The standoff was sure to last until one of their arms gave out from the tension.
“Merria? A mountain rat is calling me merria?” She seethed. “That endearment in your tongue is a smear in mine. And I did not know I crossed over. I saw no markers.”
He watched her carefully for signs of untruth, but the Grvani were known for their shifty eyes and it would be impossible to tell. Hers, however, watched him steadily.
They were bright gold. And almost metallic. Eyes the color of rolling lowland fields at harvest, reflecting an autumn lightning storm.
How long would they stand here like this? Until the kill atrophied between them?
He felt a familiar burn crawl up his arm. He would not last so long, he thought irritably. His bowstring was fresh, and thus far too tight to hold for any length of time.
“Let us talk. I will put down my bow,” he said as he moved to do so. But the movement was a mistake.
There was no time measurable between the sound of her arrow flying and the sting of it sinking into the flesh of his right chest. He made a strange sound — a strained, deep exhale.

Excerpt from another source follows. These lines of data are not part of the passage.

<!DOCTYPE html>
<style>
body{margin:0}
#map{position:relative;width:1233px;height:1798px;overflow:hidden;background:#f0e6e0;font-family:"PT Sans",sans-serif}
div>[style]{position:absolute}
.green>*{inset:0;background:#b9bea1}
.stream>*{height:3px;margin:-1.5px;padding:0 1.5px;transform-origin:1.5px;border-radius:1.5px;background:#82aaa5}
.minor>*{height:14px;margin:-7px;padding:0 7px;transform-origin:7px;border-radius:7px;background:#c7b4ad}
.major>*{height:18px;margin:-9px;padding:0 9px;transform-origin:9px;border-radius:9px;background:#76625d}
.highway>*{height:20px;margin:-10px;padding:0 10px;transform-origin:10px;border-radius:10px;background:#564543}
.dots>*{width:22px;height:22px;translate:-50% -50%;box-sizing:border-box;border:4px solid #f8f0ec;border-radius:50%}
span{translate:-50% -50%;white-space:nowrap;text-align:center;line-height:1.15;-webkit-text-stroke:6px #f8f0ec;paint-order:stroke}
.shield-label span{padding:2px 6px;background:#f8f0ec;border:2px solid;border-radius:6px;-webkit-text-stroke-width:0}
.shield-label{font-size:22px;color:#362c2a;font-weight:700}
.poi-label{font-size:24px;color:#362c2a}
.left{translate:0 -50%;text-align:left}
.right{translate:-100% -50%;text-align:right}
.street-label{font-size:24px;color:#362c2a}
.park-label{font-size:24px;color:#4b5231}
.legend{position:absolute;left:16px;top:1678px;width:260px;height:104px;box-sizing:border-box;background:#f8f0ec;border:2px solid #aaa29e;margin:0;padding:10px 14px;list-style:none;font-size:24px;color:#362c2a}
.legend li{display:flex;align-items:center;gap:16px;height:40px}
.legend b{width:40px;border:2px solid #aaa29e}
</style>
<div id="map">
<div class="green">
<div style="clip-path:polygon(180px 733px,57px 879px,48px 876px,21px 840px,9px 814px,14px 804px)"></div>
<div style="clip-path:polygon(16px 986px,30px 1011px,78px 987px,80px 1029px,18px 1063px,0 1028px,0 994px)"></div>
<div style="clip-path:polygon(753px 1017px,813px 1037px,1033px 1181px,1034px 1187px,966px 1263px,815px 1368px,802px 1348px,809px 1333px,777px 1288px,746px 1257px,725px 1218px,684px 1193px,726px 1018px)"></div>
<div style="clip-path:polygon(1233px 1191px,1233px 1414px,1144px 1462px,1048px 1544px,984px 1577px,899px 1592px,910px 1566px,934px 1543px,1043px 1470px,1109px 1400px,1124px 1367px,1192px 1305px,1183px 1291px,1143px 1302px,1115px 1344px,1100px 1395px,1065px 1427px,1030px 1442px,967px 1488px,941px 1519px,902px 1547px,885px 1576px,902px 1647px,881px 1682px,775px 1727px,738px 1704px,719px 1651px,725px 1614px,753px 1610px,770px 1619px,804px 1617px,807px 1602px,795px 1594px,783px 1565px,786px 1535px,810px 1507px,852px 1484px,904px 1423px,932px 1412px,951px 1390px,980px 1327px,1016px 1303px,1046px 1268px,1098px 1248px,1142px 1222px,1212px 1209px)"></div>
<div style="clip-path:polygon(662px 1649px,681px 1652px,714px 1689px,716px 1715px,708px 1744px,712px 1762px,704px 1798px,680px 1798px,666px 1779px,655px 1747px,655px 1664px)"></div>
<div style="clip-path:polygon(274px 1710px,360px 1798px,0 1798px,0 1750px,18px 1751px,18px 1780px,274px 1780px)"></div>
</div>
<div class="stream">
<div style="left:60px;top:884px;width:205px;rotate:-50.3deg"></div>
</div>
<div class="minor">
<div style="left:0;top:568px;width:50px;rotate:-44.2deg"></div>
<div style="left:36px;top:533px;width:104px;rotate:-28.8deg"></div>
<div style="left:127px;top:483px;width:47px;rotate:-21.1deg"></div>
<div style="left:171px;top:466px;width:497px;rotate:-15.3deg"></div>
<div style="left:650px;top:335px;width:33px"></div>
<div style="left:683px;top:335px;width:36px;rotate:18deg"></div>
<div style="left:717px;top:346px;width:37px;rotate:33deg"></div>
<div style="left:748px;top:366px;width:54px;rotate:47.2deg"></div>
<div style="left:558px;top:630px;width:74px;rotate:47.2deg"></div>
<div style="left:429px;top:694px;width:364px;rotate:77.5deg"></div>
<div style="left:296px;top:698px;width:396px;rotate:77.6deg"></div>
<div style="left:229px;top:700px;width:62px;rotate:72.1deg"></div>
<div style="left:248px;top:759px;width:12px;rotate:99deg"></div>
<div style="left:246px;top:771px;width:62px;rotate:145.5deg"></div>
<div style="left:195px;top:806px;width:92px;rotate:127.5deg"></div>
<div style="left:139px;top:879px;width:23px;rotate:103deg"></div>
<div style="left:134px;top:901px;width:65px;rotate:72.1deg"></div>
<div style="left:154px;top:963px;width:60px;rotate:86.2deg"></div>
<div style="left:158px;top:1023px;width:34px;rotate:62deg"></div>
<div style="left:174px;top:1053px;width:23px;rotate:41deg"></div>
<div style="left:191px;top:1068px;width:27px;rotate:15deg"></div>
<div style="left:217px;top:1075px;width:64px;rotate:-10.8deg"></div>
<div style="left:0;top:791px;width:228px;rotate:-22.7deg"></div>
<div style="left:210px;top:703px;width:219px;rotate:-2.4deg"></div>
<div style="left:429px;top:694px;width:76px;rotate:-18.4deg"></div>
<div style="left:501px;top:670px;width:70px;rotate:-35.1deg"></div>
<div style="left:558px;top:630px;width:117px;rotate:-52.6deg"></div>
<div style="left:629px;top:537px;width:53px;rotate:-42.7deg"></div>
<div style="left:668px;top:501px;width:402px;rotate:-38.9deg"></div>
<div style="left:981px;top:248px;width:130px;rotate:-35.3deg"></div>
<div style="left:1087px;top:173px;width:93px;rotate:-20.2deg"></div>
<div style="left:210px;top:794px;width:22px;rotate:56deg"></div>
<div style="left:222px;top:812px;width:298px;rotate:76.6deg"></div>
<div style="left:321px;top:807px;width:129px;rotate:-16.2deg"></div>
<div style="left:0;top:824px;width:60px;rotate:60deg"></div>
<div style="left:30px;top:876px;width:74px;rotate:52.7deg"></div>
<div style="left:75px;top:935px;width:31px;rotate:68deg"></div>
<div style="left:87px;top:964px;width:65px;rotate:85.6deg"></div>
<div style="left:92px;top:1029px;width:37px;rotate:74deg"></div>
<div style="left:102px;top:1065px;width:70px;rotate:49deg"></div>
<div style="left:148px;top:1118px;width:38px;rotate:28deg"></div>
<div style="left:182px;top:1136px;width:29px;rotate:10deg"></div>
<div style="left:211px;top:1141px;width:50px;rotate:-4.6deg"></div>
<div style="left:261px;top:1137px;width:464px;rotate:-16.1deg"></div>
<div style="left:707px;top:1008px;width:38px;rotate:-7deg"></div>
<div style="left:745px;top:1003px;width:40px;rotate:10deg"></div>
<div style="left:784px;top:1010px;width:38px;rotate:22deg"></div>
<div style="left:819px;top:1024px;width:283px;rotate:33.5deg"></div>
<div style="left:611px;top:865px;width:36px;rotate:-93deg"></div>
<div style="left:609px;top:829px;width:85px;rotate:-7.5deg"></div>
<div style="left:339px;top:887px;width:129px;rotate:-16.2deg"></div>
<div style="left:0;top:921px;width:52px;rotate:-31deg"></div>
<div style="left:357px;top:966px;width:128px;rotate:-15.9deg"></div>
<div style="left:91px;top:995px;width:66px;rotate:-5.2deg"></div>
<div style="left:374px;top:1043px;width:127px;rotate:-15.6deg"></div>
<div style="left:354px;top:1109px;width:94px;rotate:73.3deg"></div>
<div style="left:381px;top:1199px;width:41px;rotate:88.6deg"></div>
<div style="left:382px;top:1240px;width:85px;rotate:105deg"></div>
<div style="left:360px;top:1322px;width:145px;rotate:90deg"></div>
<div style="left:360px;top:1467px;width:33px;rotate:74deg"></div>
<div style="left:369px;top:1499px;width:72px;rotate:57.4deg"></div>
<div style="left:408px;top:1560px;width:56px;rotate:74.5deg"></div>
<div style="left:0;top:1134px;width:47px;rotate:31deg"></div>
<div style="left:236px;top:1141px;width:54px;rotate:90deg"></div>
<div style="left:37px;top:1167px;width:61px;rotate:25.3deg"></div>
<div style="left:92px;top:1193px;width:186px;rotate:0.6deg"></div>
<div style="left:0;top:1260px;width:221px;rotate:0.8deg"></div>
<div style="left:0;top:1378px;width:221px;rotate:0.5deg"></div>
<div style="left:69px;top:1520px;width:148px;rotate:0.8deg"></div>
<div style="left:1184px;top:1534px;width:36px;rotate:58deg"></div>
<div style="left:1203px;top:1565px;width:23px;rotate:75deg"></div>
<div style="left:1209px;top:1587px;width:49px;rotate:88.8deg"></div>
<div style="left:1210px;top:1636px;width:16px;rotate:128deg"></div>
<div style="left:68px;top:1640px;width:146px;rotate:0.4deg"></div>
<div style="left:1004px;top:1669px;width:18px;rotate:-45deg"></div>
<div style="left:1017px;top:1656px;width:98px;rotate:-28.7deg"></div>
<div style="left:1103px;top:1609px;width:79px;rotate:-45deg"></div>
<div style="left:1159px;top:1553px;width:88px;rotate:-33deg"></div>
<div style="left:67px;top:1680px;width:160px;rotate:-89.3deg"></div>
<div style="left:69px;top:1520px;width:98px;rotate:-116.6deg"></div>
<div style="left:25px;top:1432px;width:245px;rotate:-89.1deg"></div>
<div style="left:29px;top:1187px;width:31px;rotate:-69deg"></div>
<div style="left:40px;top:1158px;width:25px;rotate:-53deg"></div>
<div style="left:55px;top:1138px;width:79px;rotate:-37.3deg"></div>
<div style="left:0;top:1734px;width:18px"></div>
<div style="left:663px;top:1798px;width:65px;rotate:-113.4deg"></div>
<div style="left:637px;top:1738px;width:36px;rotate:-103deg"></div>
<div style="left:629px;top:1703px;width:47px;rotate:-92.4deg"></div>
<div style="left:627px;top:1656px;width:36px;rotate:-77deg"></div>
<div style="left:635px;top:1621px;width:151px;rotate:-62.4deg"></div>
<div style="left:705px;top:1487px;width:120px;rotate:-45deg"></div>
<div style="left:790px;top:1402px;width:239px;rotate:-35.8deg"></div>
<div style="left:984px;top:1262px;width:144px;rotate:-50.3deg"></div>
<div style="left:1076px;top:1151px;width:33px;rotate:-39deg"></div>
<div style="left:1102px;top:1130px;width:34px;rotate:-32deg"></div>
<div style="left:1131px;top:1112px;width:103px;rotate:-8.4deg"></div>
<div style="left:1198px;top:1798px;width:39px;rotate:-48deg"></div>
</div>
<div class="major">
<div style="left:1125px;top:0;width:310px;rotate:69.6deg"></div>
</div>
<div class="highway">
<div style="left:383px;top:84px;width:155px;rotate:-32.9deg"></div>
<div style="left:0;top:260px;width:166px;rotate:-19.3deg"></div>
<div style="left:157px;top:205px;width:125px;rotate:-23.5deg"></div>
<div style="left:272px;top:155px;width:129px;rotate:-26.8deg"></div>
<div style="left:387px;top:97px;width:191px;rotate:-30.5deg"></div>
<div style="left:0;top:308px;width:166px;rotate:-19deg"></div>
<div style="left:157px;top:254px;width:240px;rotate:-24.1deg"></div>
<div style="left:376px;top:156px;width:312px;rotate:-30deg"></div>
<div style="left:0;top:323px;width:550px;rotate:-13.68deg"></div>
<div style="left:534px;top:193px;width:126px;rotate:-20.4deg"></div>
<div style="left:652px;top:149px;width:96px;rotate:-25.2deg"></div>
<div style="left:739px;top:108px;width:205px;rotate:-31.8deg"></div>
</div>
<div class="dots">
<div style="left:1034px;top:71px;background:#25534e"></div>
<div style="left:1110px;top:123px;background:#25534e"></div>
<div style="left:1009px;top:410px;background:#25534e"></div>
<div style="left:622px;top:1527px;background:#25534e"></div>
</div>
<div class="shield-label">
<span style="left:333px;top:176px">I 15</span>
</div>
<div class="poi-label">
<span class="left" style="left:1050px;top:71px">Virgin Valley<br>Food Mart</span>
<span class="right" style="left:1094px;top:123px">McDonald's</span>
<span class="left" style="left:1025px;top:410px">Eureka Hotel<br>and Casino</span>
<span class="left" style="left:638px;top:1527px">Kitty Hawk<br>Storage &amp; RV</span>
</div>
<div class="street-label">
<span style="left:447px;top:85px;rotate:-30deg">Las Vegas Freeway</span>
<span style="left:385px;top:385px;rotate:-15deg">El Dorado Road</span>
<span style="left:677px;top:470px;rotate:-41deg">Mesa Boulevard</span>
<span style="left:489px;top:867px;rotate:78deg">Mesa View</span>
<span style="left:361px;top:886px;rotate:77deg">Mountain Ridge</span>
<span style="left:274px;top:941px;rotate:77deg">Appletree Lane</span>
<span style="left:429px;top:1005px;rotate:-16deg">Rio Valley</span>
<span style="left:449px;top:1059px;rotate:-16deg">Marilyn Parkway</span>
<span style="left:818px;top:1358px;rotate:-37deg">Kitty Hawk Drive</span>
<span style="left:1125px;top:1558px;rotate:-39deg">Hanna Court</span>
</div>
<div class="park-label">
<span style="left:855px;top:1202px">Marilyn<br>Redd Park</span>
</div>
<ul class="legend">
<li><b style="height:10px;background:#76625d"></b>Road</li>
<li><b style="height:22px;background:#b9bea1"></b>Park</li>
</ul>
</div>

She had let go on impulse of survival, but the moment her hand had loosed the string, his words sunk in.
“Oh no! I am so sorry!” She fell forward in shock, scrambling toward him as he stumbled to the ground. “I thought you were going to shoot me!”
“At least your aim was off,” he mumbled, in his own tongue this time, as she fretfully settled him on his back. He watched her worried frown float above him as his vision grew dim and murky, like the tepid waters of Brackish Lake.
Did she guess who I am? He wondered as waves of pain rose up and oblivion pulled him down.